== Available records ==
══════

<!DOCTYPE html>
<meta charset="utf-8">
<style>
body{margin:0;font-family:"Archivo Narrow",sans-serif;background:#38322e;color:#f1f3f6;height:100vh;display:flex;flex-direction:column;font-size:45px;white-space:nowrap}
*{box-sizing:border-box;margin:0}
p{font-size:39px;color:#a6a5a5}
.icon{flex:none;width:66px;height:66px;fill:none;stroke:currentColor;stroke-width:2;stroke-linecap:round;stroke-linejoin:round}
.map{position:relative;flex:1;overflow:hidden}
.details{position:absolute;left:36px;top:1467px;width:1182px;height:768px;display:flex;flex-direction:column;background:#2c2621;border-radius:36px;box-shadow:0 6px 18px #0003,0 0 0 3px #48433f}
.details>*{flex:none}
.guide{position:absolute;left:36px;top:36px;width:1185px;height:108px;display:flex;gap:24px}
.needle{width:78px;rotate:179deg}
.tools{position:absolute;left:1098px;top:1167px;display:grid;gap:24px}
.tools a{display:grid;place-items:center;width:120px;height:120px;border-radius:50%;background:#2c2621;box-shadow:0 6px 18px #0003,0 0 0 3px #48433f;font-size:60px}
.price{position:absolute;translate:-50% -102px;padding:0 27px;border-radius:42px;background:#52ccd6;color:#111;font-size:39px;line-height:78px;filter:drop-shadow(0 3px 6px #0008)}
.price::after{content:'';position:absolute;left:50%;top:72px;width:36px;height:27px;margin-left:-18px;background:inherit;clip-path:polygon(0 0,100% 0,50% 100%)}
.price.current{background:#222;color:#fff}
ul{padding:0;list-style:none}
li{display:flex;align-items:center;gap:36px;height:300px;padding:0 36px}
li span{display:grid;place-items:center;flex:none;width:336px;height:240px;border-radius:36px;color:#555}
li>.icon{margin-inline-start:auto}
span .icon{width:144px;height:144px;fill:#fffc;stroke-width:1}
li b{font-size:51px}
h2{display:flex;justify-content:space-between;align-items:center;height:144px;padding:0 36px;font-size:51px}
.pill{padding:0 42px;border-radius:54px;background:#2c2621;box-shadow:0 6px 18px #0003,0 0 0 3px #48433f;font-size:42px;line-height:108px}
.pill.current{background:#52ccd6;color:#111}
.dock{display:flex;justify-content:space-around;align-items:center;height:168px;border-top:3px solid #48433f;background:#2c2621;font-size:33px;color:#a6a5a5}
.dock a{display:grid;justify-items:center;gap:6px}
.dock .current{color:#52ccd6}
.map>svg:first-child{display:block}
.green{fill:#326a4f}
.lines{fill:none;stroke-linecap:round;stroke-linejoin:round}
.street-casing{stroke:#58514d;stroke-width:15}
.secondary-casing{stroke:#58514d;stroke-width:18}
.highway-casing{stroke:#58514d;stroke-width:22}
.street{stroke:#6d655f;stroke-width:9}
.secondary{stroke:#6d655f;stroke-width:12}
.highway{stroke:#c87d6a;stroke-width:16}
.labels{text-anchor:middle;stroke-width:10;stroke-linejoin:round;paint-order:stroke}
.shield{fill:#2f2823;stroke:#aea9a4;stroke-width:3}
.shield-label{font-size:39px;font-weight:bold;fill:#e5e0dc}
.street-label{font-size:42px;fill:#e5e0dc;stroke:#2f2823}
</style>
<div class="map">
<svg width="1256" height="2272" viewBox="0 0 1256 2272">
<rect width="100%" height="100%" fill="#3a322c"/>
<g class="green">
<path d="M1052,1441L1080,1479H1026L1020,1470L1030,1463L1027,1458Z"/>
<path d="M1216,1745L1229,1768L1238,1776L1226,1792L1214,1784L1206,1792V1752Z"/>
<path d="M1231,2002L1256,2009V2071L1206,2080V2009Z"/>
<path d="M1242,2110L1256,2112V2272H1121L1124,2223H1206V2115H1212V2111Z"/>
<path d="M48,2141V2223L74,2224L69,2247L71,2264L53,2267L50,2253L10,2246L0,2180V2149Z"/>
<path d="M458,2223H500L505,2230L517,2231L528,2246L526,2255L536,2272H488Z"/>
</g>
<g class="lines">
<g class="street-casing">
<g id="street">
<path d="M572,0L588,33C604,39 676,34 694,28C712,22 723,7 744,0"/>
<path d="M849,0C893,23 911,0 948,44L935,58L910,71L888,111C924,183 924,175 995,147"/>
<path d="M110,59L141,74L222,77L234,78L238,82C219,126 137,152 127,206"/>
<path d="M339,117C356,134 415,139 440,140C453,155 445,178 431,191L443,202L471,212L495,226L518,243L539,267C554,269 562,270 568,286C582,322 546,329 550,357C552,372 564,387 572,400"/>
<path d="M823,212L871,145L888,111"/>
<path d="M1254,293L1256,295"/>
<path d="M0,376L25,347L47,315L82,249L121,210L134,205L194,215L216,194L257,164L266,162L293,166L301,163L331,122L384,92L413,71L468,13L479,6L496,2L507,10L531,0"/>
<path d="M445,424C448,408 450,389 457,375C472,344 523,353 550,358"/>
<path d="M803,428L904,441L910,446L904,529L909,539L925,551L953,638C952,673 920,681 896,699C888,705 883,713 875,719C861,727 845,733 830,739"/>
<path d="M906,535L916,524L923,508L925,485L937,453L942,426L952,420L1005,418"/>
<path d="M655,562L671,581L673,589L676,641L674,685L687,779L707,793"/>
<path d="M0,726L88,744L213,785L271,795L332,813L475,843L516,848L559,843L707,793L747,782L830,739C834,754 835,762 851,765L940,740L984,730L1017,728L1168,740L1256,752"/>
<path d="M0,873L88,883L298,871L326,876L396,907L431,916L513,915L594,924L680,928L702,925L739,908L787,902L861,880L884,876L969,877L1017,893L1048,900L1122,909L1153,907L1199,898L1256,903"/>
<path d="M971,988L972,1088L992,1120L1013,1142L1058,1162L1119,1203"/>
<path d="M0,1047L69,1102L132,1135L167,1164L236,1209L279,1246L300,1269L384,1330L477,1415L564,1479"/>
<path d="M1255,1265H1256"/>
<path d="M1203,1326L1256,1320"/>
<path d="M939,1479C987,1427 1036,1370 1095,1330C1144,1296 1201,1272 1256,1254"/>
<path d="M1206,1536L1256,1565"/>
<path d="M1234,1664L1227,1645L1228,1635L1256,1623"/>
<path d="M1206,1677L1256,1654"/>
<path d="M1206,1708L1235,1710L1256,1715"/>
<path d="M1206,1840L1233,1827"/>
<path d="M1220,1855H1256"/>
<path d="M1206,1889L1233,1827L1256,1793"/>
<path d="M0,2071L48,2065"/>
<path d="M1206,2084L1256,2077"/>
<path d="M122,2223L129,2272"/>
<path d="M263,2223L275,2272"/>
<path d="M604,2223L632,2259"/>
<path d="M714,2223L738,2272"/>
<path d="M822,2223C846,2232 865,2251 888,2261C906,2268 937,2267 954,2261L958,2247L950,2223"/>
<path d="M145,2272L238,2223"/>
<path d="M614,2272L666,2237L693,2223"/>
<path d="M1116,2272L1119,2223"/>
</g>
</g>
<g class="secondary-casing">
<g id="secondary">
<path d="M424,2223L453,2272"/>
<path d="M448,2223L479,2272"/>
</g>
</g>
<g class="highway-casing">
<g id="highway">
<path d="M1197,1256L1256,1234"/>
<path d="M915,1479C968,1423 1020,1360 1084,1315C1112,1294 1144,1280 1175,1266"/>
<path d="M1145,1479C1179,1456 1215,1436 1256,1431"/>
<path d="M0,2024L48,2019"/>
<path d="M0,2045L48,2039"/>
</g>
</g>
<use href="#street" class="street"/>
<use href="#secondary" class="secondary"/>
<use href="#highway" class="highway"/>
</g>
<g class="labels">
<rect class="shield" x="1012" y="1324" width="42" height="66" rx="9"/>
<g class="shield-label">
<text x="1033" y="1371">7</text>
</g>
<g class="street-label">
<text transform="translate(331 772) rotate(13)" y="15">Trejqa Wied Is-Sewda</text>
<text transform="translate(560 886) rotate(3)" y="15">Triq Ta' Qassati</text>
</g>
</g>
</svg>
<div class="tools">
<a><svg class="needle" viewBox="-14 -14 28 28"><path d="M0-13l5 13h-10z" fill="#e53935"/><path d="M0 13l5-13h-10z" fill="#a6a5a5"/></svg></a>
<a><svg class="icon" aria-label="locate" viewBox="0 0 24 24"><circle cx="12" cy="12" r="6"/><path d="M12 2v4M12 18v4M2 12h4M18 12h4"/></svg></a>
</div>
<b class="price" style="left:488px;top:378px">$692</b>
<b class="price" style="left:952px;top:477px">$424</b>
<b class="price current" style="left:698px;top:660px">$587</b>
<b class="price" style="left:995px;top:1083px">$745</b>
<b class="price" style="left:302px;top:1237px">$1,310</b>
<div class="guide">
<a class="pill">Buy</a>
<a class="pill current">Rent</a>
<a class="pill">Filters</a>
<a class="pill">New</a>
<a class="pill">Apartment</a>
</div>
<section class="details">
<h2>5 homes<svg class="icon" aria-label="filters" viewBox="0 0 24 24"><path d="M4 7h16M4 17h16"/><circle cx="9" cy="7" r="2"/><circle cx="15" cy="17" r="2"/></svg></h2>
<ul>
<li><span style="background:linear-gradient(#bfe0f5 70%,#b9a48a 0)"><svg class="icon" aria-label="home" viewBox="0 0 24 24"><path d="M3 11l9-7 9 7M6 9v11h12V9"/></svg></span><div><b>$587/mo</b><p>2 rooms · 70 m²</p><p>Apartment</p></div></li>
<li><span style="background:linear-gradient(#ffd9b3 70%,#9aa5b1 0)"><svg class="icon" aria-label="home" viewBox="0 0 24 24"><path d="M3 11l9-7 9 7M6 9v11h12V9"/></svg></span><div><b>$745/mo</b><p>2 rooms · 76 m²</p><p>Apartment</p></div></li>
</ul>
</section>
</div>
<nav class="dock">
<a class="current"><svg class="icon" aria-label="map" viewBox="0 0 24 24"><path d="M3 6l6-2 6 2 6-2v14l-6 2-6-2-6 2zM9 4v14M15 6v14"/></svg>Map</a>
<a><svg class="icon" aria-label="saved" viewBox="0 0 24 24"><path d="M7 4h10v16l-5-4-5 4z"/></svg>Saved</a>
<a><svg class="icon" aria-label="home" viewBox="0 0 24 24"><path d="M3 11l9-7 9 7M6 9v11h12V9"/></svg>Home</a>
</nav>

══════

Report how many lines of the listing hold the string "absolute", giving only the number.

5